**Exercise data:**
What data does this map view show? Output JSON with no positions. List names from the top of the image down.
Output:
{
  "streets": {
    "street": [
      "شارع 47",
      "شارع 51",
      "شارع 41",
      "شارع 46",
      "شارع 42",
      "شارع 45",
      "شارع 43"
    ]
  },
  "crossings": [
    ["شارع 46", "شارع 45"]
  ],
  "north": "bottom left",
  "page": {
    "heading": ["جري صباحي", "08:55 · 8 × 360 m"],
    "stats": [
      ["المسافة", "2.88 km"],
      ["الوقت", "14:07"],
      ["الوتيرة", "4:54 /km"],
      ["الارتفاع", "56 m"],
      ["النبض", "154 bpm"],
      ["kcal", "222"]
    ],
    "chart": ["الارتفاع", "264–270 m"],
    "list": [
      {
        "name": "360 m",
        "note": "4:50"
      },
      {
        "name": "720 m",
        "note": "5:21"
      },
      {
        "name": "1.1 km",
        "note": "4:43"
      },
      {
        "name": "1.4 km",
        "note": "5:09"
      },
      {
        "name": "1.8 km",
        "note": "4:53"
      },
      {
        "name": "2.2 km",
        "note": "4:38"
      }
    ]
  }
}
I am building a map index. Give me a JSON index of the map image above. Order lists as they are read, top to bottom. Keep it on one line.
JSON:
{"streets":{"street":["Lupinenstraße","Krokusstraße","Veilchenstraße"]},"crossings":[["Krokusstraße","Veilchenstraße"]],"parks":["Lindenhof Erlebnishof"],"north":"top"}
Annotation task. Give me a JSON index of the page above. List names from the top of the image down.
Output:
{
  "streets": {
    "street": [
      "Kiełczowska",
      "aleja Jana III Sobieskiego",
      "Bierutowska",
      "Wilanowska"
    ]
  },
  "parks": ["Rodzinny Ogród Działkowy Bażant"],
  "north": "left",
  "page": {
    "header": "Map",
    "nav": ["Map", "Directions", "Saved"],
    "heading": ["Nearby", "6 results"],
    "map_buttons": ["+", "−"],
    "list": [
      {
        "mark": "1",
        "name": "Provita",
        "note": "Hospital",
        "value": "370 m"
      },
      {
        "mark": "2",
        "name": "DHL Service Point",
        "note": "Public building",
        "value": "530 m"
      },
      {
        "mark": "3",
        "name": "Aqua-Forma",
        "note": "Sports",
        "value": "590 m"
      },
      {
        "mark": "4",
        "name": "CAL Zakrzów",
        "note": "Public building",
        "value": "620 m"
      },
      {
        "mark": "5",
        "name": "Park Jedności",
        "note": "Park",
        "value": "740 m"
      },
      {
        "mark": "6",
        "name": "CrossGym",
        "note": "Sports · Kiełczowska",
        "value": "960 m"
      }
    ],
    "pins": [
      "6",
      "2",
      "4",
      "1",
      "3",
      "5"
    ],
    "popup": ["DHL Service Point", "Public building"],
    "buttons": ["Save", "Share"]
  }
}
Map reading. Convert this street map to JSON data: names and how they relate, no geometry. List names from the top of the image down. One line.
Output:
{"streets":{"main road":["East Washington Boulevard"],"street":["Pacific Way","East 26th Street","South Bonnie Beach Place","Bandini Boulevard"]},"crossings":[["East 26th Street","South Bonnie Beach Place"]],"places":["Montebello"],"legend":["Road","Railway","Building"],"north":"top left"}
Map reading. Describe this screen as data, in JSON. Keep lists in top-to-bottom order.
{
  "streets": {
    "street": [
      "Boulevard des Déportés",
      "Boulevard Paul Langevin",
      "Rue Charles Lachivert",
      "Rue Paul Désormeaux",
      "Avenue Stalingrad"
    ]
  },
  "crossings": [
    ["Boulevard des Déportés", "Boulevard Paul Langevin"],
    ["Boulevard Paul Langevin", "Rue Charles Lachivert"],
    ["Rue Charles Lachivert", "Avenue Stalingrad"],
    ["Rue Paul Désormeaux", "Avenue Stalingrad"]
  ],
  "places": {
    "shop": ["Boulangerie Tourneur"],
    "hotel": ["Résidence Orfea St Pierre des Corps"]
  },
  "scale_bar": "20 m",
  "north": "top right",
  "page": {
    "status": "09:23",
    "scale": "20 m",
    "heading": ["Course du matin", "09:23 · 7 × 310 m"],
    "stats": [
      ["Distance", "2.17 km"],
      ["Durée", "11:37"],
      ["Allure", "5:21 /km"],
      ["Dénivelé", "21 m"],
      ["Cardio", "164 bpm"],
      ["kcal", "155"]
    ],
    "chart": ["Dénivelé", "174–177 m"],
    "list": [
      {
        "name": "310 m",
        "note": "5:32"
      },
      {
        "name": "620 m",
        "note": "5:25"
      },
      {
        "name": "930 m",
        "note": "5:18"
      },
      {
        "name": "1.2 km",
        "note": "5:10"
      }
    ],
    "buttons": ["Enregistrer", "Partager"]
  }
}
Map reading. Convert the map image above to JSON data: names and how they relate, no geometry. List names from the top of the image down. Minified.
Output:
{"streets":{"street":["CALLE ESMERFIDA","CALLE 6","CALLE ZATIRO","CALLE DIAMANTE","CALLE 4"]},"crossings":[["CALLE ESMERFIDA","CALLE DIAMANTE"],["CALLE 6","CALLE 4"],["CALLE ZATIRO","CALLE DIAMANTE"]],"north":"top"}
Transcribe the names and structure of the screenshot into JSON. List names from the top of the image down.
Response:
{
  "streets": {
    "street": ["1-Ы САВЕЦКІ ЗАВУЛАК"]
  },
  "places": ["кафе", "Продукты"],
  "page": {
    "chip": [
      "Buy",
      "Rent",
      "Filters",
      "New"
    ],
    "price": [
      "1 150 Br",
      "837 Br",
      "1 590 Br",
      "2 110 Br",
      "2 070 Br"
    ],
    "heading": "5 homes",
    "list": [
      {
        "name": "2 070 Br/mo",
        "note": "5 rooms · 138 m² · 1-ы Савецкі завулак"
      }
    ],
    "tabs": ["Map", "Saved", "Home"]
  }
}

**Exercise goal:**
Among the lines above, some may hold the string "down". State how many, giving the number alone.

**Solution for this problem:**
5